"""

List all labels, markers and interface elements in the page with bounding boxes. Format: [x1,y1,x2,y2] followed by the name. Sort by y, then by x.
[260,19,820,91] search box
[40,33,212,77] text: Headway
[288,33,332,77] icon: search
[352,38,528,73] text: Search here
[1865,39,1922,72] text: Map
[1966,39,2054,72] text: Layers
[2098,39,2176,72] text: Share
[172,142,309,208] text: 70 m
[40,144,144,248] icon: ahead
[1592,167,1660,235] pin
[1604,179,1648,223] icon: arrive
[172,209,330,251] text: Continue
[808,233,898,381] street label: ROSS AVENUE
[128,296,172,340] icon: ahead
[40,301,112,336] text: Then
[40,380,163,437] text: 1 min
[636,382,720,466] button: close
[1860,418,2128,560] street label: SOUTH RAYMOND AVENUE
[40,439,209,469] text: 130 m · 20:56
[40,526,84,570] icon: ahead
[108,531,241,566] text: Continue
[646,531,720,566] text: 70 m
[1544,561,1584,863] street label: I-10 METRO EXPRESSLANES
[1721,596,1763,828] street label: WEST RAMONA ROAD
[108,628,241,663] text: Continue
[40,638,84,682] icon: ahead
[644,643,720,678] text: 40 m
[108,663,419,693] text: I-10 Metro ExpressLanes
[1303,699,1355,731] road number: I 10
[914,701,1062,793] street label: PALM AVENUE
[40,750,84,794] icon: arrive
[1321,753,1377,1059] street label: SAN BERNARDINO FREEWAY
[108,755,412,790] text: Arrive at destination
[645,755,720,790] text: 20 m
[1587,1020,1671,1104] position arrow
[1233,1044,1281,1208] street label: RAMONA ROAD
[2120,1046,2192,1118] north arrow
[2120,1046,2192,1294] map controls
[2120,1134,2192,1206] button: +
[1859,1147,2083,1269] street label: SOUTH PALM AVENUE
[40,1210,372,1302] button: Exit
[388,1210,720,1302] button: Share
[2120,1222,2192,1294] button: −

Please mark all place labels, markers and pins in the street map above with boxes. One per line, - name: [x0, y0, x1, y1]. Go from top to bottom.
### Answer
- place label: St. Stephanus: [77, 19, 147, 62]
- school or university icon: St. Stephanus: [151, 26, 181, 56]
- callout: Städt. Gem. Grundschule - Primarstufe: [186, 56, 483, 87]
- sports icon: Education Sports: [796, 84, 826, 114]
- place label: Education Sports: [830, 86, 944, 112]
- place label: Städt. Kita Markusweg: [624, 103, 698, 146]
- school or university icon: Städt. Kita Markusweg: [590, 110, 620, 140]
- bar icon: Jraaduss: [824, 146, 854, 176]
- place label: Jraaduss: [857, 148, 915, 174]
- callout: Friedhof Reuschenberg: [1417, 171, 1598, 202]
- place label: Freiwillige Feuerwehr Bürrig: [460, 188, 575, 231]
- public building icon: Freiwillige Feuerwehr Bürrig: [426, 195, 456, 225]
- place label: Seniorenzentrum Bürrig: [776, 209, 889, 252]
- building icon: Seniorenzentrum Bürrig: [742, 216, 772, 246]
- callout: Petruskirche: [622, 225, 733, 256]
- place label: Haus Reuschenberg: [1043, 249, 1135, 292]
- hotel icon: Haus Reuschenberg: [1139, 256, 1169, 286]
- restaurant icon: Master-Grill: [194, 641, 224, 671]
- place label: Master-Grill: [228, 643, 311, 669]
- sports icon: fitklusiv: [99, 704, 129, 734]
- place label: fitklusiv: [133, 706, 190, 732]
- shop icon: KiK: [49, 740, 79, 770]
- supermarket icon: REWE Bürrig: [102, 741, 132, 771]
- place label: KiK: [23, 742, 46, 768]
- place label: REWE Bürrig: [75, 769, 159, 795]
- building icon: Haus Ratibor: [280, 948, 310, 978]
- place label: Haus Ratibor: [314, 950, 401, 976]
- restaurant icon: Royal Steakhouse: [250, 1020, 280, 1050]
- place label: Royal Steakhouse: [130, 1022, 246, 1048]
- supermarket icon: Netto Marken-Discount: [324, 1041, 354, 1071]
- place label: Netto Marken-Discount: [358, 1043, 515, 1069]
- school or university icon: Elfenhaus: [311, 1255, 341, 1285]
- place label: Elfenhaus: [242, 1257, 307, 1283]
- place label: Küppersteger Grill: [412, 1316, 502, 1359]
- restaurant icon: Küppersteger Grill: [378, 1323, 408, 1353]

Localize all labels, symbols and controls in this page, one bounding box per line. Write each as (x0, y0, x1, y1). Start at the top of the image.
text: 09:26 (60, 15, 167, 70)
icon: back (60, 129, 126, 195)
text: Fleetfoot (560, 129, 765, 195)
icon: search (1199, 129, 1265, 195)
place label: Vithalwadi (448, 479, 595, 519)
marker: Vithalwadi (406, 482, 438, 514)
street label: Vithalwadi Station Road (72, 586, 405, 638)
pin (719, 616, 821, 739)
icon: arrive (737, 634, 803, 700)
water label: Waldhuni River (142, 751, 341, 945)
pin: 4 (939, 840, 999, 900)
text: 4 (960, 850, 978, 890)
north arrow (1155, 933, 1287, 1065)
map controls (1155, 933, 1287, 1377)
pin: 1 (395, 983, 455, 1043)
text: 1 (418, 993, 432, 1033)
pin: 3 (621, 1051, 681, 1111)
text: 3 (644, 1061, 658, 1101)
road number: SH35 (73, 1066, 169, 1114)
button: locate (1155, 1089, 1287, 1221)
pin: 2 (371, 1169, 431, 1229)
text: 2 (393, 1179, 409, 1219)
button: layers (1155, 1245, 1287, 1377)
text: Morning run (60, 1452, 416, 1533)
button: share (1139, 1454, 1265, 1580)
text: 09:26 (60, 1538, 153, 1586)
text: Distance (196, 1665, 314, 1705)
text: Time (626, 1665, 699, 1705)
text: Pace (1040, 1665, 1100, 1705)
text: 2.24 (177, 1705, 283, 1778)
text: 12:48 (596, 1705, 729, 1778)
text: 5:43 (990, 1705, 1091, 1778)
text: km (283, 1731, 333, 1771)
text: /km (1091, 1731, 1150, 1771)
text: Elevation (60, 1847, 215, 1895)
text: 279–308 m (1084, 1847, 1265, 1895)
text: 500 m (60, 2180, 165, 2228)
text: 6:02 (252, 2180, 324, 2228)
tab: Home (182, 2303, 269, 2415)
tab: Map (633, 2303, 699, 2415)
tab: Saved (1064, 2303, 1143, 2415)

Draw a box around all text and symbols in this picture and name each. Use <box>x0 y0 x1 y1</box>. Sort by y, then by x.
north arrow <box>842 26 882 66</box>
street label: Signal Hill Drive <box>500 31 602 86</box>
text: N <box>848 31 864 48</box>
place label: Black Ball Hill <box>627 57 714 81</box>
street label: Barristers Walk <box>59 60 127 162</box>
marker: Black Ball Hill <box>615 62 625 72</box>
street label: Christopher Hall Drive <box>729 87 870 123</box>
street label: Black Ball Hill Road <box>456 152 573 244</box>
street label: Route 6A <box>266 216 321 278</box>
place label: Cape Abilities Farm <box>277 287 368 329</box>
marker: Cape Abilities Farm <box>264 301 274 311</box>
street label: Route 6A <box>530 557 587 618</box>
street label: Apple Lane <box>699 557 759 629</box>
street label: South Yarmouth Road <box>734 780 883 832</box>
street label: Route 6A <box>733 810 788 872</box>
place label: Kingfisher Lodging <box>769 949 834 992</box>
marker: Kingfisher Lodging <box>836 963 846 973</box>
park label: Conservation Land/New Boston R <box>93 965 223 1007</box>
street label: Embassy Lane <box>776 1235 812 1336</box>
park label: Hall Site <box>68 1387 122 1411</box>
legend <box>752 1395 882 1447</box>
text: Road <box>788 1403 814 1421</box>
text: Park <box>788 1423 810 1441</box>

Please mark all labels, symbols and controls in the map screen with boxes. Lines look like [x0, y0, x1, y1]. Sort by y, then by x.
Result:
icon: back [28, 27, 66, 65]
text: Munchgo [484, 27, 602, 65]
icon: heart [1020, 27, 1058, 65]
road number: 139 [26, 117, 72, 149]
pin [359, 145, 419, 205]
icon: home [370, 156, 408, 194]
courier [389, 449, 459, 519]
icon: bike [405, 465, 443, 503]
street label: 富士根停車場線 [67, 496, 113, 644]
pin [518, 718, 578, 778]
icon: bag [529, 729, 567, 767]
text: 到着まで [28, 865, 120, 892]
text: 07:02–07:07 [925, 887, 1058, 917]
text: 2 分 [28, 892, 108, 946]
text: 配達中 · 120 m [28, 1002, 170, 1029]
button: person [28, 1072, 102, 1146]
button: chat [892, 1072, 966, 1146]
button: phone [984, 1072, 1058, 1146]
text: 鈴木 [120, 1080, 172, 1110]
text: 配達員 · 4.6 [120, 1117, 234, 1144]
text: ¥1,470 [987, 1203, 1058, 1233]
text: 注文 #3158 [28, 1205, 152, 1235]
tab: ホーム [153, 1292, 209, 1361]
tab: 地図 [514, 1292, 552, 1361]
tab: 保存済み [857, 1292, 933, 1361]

"""

Work instruction: The lines beginning with the one that holds "Please mark all labels, symbols" and ending with the last line of the data above are to be reproduced exactly, and nothing else.

The completed task:
Please mark all labels, symbols and controls in the map screen with boxes. Lines look like [x0, y0, x1, y1]. Sort by y, then by x.
Result:
icon: back [28, 27, 66, 65]
text: Munchgo [484, 27, 602, 65]
icon: heart [1020, 27, 1058, 65]
road number: 139 [26, 117, 72, 149]
pin [359, 145, 419, 205]
icon: home [370, 156, 408, 194]
courier [389, 449, 459, 519]
icon: bike [405, 465, 443, 503]
street label: 富士根停車場線 [67, 496, 113, 644]
pin [518, 718, 578, 778]
icon: bag [529, 729, 567, 767]
text: 到着まで [28, 865, 120, 892]
text: 07:02–07:07 [925, 887, 1058, 917]
text: 2 分 [28, 892, 108, 946]
text: 配達中 · 120 m [28, 1002, 170, 1029]
button: person [28, 1072, 102, 1146]
button: chat [892, 1072, 966, 1146]
button: phone [984, 1072, 1058, 1146]
text: 鈴木 [120, 1080, 172, 1110]
text: 配達員 · 4.6 [120, 1117, 234, 1144]
text: ¥1,470 [987, 1203, 1058, 1233]
text: 注文 #3158 [28, 1205, 152, 1235]
tab: ホーム [153, 1292, 209, 1361]
tab: 地図 [514, 1292, 552, 1361]
tab: 保存済み [857, 1292, 933, 1361]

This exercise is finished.